▸ Action item
Exactly the lines from the beginning of the material to the line with "0 #b5a695) drop-shadow(-2px" are to be repeated, both ends included.

▸ Dataset extract

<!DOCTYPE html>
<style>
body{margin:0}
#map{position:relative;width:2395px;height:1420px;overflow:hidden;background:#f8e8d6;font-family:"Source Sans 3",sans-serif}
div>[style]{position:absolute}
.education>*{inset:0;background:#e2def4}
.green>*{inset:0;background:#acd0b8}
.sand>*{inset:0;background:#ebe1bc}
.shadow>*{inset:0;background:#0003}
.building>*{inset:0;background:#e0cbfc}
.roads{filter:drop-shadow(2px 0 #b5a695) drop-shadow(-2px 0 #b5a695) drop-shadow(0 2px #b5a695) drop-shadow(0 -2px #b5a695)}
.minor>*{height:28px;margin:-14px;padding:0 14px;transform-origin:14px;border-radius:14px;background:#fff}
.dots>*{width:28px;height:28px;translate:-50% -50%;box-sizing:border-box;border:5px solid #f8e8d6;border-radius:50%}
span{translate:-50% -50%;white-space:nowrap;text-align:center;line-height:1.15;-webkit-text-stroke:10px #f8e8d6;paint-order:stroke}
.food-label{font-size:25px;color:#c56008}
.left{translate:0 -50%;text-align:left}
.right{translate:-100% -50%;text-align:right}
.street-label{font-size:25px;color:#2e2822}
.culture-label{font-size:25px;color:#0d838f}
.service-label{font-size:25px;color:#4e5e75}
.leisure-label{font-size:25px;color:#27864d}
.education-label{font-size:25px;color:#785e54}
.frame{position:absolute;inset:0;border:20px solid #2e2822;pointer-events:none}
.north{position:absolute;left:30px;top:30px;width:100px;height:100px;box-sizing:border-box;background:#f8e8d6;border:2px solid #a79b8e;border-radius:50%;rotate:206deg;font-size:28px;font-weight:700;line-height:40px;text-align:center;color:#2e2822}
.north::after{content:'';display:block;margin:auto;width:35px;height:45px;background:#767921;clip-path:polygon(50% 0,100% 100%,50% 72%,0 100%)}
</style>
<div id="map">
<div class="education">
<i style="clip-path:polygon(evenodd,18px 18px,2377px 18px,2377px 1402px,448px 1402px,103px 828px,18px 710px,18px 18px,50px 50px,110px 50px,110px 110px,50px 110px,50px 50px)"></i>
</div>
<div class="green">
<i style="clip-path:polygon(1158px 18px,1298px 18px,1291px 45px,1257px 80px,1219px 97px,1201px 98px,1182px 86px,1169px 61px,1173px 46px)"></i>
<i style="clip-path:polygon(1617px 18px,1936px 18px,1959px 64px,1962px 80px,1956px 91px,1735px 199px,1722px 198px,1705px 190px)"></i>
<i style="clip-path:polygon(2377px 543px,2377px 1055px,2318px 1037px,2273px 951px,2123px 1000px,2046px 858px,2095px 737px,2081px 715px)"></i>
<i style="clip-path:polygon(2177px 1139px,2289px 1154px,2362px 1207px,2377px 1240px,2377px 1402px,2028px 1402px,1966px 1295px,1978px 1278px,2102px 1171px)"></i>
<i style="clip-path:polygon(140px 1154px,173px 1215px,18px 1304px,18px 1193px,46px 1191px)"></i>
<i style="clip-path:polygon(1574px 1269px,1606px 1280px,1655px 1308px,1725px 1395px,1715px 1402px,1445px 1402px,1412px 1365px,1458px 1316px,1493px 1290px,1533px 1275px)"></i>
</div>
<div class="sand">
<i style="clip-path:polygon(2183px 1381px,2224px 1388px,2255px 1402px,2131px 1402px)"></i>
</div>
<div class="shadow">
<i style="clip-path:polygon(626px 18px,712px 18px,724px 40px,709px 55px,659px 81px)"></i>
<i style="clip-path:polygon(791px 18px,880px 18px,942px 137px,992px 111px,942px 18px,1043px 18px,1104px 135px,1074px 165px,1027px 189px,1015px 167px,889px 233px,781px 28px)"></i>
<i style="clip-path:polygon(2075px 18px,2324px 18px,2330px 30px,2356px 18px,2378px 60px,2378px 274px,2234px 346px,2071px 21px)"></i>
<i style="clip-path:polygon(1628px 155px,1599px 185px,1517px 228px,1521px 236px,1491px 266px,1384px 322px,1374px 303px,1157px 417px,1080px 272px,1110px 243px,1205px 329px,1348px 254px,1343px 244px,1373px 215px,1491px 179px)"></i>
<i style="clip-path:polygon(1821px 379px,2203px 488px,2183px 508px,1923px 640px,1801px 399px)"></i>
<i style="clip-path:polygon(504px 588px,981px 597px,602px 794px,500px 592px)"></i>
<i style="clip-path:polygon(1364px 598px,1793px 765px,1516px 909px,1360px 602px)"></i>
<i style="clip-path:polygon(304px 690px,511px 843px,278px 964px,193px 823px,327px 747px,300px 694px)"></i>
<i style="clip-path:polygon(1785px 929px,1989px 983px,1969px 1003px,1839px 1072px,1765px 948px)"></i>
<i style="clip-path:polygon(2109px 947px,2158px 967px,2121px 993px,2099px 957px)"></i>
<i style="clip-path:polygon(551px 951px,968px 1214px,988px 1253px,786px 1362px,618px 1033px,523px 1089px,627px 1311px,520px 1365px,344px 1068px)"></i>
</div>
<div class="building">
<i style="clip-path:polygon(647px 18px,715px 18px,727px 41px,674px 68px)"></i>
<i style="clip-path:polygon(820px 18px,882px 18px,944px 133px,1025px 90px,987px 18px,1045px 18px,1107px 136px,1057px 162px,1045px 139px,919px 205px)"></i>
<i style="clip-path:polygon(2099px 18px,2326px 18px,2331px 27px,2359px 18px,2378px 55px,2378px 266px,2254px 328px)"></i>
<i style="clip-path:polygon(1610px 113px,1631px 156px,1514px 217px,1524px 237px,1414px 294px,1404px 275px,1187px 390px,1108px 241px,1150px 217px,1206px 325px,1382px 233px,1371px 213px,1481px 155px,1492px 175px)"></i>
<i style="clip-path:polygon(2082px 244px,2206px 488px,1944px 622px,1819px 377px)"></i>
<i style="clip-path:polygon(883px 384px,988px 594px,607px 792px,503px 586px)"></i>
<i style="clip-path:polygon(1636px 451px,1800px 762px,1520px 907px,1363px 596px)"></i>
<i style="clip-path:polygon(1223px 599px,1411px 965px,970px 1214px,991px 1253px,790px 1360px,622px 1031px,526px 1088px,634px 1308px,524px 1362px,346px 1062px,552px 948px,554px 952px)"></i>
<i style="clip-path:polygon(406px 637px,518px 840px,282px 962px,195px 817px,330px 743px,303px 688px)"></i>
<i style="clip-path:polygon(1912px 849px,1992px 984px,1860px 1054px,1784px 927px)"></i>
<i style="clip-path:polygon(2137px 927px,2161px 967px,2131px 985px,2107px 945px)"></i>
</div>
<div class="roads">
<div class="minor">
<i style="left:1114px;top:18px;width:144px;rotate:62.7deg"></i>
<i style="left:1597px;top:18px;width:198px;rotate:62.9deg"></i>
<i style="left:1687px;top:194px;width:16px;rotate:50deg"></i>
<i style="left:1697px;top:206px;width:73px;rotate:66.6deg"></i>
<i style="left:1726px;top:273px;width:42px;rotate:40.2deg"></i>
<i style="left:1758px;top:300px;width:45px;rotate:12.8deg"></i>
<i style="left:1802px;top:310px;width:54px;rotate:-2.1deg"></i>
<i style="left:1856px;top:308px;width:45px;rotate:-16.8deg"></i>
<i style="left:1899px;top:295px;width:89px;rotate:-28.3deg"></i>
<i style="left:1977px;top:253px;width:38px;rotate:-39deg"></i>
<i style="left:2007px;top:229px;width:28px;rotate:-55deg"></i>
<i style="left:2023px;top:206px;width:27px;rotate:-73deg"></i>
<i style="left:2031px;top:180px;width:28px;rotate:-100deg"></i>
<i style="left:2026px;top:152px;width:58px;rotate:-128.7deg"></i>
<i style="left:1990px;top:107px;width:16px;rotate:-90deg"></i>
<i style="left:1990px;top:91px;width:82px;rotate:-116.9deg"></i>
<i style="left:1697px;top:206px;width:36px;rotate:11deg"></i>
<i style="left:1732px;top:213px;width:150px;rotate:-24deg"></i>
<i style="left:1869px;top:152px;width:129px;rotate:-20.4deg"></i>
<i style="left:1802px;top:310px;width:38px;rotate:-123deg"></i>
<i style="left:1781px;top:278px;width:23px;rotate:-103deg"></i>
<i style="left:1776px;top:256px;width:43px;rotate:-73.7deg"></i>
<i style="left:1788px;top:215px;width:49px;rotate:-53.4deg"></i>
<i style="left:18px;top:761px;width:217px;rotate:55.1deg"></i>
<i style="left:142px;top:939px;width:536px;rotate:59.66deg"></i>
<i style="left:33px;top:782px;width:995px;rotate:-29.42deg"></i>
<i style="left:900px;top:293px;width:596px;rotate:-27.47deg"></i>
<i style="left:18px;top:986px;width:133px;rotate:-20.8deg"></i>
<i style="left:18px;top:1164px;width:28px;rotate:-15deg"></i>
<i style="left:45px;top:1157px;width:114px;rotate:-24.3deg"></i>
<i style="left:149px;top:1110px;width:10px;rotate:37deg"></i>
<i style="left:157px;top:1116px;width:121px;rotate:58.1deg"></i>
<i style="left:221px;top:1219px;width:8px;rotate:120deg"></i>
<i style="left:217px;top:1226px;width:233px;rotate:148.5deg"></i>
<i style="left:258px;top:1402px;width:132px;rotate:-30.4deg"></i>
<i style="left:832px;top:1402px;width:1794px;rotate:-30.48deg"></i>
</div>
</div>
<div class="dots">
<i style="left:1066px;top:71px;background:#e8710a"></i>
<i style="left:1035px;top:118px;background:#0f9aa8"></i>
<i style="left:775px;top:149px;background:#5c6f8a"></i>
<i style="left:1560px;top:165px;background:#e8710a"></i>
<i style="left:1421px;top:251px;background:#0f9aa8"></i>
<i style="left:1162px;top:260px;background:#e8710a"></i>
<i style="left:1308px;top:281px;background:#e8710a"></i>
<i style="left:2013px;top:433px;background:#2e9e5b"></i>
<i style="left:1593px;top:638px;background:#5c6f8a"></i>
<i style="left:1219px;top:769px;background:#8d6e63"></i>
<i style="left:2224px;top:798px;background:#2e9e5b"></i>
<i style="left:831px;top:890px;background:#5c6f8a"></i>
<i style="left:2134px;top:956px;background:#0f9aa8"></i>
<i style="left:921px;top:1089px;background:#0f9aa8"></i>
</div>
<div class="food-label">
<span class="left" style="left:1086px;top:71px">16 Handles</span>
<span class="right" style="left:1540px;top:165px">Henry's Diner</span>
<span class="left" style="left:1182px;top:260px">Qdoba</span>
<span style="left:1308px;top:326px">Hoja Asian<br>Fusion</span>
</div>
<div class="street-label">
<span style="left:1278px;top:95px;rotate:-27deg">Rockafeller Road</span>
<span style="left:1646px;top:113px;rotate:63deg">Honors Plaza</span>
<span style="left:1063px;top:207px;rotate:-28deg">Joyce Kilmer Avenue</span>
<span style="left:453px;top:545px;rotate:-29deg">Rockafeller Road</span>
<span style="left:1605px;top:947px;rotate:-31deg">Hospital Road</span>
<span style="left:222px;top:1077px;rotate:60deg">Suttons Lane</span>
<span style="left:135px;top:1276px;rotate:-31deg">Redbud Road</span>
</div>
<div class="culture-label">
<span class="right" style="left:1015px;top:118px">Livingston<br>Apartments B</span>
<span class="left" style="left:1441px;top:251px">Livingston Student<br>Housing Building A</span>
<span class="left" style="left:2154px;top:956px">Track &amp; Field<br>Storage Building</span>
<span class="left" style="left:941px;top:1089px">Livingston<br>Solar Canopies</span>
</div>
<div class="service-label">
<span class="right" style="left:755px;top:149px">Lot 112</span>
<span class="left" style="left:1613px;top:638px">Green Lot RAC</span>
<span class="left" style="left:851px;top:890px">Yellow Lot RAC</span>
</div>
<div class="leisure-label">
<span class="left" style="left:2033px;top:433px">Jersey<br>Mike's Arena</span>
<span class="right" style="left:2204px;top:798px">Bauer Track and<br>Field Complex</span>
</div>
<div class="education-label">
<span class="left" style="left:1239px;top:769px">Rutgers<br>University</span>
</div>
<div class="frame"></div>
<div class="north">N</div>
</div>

▸ Reply to the task
<!DOCTYPE html>
<style>
body{margin:0}
#map{position:relative;width:2395px;height:1420px;overflow:hidden;background:#f8e8d6;font-family:"Source Sans 3",sans-serif}
div>[style]{position:absolute}
.education>*{inset:0;background:#e2def4}
.green>*{inset:0;background:#acd0b8}
.sand>*{inset:0;background:#ebe1bc}
.shadow>*{inset:0;background:#0003}
.building>*{inset:0;background:#e0cbfc}
.roads{filter:drop-shadow(2px 0 #b5a695) drop-shadow(-2px 0 #b5a695) drop-shadow(0 2px #b5a695) drop-shadow(0 -2px #b5a695)}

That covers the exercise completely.